Combinatorial double auctions based on subgradient algorithm

Abstract

Due to the advantages of higher efficiency over fixed-price trading and the ability to discover equilibrium prices quickly, auction is a popular way of trading goods. In business-to-business e-commerce (B2B), many goods with complementarities or substitutabilities are being traded using auctions. Combinatorial auctions can be applied to improve the efficiency of trading in B2B marketplaces. In combinatorial auctions, a bidder can bid on a combination of goods with one limit price for the total combination. This improves the efficiency when the procurement of one good is dependent on the acquisition of another. Most of the combinatorial auctions studied in the literature are one-sided: either multiple buyers compete for commodities sold by one seller, or, multiple sellers compete for the right to sell to one buyer.
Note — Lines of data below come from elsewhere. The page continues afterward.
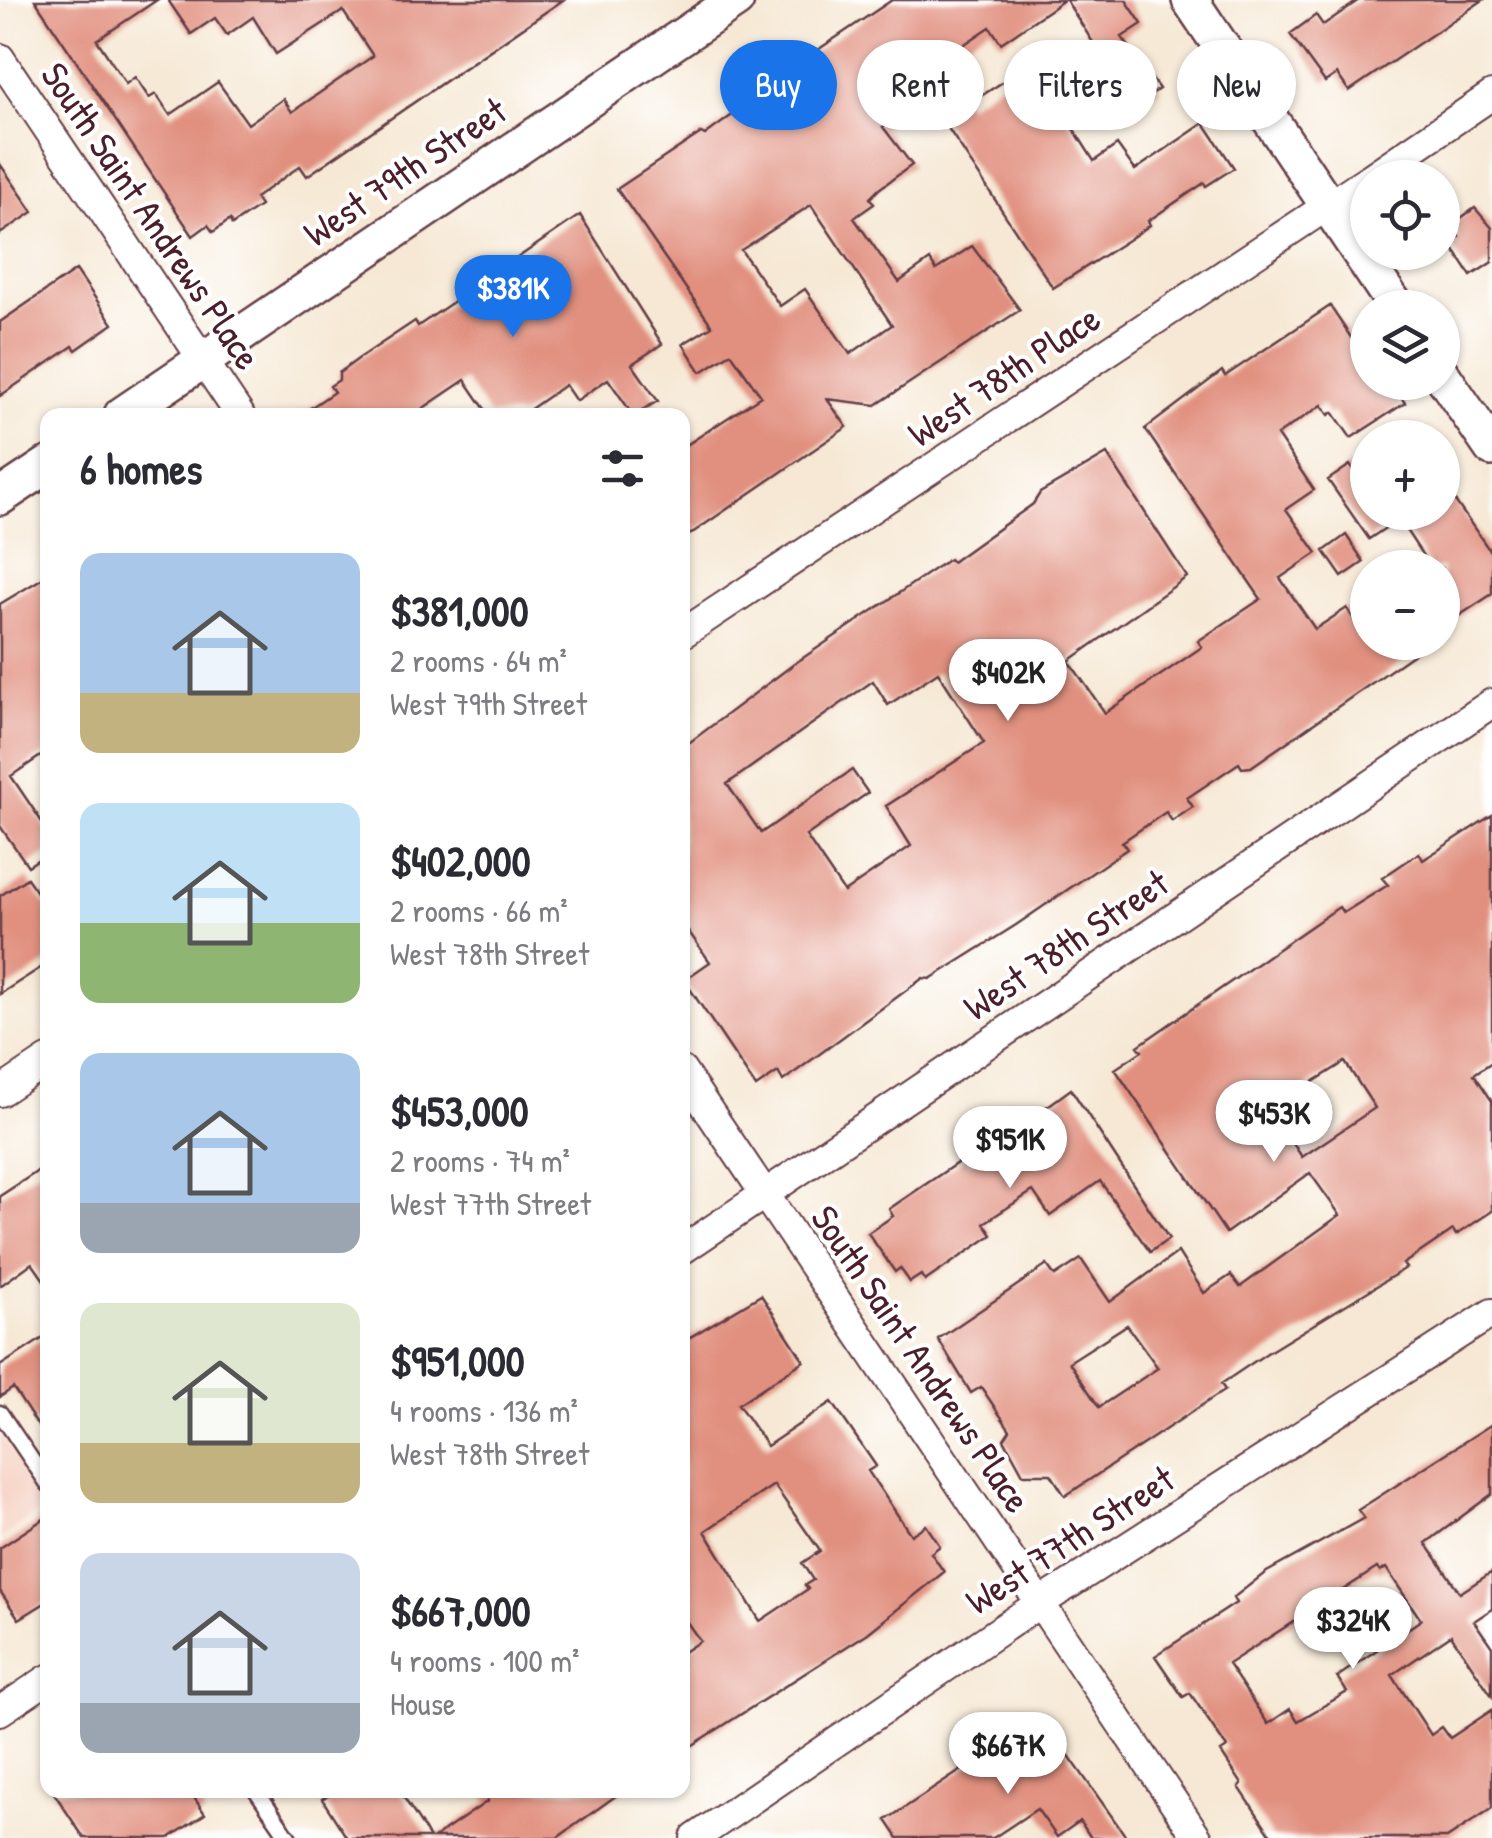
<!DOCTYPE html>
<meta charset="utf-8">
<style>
:root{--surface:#fff;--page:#f7f7f7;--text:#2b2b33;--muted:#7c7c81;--accent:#1a73e8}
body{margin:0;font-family:"Patrick Hand",sans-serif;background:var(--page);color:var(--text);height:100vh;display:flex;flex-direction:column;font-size:38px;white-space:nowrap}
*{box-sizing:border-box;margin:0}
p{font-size:32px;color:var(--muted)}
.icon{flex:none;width:55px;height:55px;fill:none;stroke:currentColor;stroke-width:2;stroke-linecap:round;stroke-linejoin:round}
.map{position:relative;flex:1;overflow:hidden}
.sheet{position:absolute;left:40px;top:408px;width:650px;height:1390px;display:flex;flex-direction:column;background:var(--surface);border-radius:20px;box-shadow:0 2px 8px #0004}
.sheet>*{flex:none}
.banner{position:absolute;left:720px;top:40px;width:620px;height:90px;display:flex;gap:20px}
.controls{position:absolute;left:1350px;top:160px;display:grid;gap:20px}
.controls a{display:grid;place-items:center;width:110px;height:110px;border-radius:50%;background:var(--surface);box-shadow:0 2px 8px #0004;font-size:50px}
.price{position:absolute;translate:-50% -85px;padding:0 22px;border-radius:35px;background:#fff;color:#222;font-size:32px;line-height:65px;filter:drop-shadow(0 2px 5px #0008)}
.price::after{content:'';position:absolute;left:50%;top:60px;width:30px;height:22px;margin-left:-15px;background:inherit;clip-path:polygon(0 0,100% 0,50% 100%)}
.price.selected{background:var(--accent);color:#fff}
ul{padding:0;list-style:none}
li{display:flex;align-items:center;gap:30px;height:250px;padding:0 40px}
li span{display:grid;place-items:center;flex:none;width:280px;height:200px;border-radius:20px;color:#555}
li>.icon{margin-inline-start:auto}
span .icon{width:120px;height:120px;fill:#fffc;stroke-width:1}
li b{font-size:42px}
h2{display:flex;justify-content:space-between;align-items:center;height:120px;padding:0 40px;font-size:42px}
.tag{padding:0 35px;border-radius:45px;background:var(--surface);box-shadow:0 2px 8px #0004;font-size:35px;line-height:90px}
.tag.selected{background:var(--accent);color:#fff}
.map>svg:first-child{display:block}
.built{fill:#f6d2c3}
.building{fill:#e1907f;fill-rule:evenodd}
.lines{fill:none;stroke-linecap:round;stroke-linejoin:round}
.service-casing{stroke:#643d44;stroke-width:19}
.minor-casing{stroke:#643d44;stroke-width:32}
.tertiary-casing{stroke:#643d44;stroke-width:40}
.service{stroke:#fff;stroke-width:14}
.minor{stroke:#fff;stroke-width:28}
.tertiary{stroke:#fff;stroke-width:35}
.labels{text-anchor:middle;stroke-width:8;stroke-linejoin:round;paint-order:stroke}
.street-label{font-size:38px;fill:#4a1f2b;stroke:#fff}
</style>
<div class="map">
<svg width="1492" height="1838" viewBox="0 0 1492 1838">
<rect width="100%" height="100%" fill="#fff"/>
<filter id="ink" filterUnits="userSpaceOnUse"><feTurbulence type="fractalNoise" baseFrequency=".01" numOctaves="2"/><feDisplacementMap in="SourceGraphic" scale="20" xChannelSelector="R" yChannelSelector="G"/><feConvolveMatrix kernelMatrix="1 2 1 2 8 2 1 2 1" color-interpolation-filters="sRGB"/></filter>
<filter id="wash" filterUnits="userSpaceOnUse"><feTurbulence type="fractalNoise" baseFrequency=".0048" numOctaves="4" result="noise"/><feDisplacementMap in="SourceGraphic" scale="40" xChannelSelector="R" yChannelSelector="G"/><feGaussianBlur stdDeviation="2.25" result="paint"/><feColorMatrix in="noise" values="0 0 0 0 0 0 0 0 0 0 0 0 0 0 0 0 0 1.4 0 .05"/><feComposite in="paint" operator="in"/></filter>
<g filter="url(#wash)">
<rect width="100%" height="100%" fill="#f6e8d4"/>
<path class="built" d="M0,1433L48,1504L0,1539Z"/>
<g id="blocks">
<path class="building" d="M35,0H157L97,40L126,84L135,77L149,98L156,94L170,115L218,82L248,124L283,99L292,112L373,56L343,11L276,54L253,17L227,35L215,18L191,34L168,0H563L307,176L300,166L255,198L260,206L232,225L230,220L213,232L208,225L193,236Z
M892,0H1064L1001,43L990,27L938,62L967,105L1032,63L1094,161L1117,145L1135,170L1204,123L1234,168L1206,186L1204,183L1148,221L1150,225L1128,240L1053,288L927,96L883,127L912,165L879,189L870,198L874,204L854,218L899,282L930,260L936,270L972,246L1020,310L876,405L827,399L847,427L682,540V448L761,396L731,353L701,372L683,344L712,326L617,189L701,133L705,135L746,105L743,100ZM811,205L892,325L850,354L805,289L780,306L741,250Z
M1066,0H1126L1142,24L1122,37L1159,89L1134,107Z
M1359,0H1483L1349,91L1337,74L1325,82L1290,34L1316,15L1323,25Z
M0,164L33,212L0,234Z
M1475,208L1492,228V262L1471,276L1450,244L1459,237L1451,225Z
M580,215L662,344L632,364L658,401L633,415L608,379L576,401L565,385L522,415H489L465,380L413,415H300L334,392L330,386L339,380V373L358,359L415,321L418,326Z
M76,270L113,324L76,350L73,346L0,396V322Z
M1330,306L1368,363V382H1390L1405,403L1351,438L1333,412L1329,415L1322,405L1277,435L1314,490L1286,509L1317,553L1280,578L1315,629L1347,608L1368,642H1431L1251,767L1242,768L1239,763L1187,798L1193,807L1172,821L1166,812L1122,842L1127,849L1016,925L930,979L923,978L783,1081L778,1072L756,1087L684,980L710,962L682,922V748L794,664L949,559L952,562L1033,504L1040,493L1107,454L1187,577L1069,661L1105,713L1202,647L1198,641L1261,599L1145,429L1222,371L1225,376ZM938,672L984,743L886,806L911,846L844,892L806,836L868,793L852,770L761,833L727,784L873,681L888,705Z
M1350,465L1368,491V512H1382L1390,525L1369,539L1328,480Z
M1442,482L1492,554V594L1442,627V568H1431L1394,512H1442Z
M1346,535L1364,562L1342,577L1324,551Z
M48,575V751L11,776L48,831V853L28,866L0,826V604Z
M1492,815V1062L1474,1074L1492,1101V1211L1456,1235L1453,1230L1403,1264L1406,1268L1267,1353L1221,1384L1225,1390L1065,1496L1051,1474H1023L1004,1439L1010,1430L981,1387L971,1393L938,1339L1047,1265L1055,1276L1081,1259L1110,1302L1178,1252L1204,1293L1231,1275L1240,1287L1340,1215L1310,1173L1226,1233L1115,1069L1142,1051L1138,1046L1339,907L1343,913L1388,885L1382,878L1419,853L1423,860ZM1345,1062L1375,1108L1302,1157L1270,1109ZM1127,1325L1158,1368L1099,1407L1069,1362Z
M27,878L48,908V963L0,994V896Z
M1071,1089L1169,1239L1150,1252L1100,1181L1050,1216L1033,1191L984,1223L992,1235L925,1281L921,1275L910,1282L900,1268L895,1272L868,1233L893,1216L889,1209L966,1157L970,1163Z
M38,1171L48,1185V1286L32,1263L0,1286V1196Z
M761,1295L804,1361L738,1404L767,1446L832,1402L876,1466L868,1471L911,1535L926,1525L940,1546L931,1553L944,1572L868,1633L682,1752V1653L700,1641L682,1615V1342ZM774,1485L820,1551L802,1563L813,1580L805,1585L808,1589L760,1621L705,1531Z
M48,1335V1441L13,1388L0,1397V1366Z
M1492,1424V1494L1426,1543L1460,1593L1492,1572V1609L1474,1621L1492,1647V1696L1451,1635L1392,1675L1431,1735L1442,1727L1450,1738L1492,1710V1808L1447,1838H1273L1239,1787L1242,1784L1221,1752L1227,1748L1190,1693L1183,1697L1155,1656L1236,1603L1233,1598L1265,1573L1364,1518L1358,1510ZM1377,1568L1380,1572L1386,1568L1421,1620L1337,1677L1347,1692L1298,1721L1290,1709L1268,1724L1228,1664Z
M48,1516V1601L19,1619L0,1591V1548Z
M1009,1732H1021L1037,1754L1058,1740L1127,1838H1091L1080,1821L1057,1837L1037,1809L993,1838H898L886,1820L998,1746Z
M52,1790H189L205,1814L169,1838H84Z
M336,1790H399L430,1838H347L322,1799Z
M481,1790H624L557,1838H434L488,1801Z"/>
</g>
</g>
<g filter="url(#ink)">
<use href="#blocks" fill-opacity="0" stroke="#643d44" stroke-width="2.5"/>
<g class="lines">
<defs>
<path id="service" d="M0,1413L48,1484
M256,1790L289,1838"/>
<path id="minor" d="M0,58L240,415
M1370,178L1492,95
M682,634L1368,179
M682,1071L1198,1838
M0,1092L48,1060
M682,1250L1492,703
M0,1711L48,1679
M695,1838L1040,1603L1492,1313"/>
<path id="tertiary" d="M1190,0L1397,308
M1442,375L1492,448
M122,415L736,0
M0,497L48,465"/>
</defs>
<use href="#service" class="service-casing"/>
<use href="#minor" class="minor-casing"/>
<use href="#tertiary" class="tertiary-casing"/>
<use href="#service" class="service"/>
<use href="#minor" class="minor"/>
<use href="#tertiary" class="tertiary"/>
</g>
</g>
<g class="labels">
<g class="street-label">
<text transform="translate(405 172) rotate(-34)" y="13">West 79th Street</text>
<text transform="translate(151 216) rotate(56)" y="13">South Saint Andrews Place</text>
<text transform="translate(1004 376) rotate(-34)" y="13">West 78th Place</text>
<text transform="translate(1066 945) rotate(-34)" y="13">West 78th Street</text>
<text transform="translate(921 1359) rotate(56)" y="13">South Saint Andrews Place</text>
<text transform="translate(1070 1540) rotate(-33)" y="13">West 77th Street</text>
</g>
</g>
</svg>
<div class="controls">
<a><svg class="icon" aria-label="locate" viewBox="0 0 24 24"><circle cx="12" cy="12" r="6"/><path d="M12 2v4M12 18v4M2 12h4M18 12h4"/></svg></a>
<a><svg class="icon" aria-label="layers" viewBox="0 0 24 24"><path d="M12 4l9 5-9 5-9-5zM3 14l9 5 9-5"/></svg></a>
<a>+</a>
<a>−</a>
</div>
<b class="price selected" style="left:513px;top:340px">$381K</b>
<b class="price" style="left:1008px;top:724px">$402K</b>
<b class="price" style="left:1274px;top:1165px">$453K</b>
<b class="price" style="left:1010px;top:1191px">$951K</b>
<b class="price" style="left:1353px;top:1672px">$324K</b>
<b class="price" style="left:1008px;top:1797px">$667K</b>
<div class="banner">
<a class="tag selected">Buy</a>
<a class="tag">Rent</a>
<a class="tag">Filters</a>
<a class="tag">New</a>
</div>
<section class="sheet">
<h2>6 homes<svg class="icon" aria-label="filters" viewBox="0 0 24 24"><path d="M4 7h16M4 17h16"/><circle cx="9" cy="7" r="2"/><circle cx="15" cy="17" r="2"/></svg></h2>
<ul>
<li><span style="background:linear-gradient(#a9c7e8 70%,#c2b280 0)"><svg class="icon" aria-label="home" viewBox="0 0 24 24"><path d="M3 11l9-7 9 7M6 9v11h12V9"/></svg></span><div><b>$381,000</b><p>2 rooms · 64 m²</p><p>West 79th Street</p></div></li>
<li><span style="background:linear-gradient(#bfe0f5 60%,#8fb573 0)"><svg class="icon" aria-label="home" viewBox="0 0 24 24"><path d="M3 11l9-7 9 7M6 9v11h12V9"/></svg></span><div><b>$402,000</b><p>2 rooms · 66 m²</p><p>West 78th Street</p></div></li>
<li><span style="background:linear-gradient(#a9c7e8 75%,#9aa5b1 0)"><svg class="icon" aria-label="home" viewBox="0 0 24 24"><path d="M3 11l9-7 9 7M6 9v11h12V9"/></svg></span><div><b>$453,000</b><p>2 rooms · 74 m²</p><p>West 77th Street</p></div></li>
<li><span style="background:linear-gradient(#dfe7d0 70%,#c2b280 0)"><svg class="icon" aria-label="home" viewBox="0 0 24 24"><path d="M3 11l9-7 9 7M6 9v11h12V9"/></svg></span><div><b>$951,000</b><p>4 rooms · 136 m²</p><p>West 78th Street</p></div></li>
<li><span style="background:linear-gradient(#c9d6e8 75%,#9aa5b1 0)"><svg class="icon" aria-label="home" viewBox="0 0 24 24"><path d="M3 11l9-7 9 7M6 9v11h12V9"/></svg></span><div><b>$667,000</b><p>4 rooms · 100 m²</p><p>House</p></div></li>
</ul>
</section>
</div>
Combinatorial double auctions in which both sides submit demand or supply bids are much more efficient than several one-sided auctions combined. However, combinatorial double auctions are notoriously difficult to solve from computation point of view. In this paper, we formulate the combinatorial double auction problem and propose an algorithm for finding near optimal solutions. The algorithm is developed by decomposing the combinatorial double auction problem into several subproblems and applying the subgradient algorithm to iteratively adjust the shadow prices for the subproblems.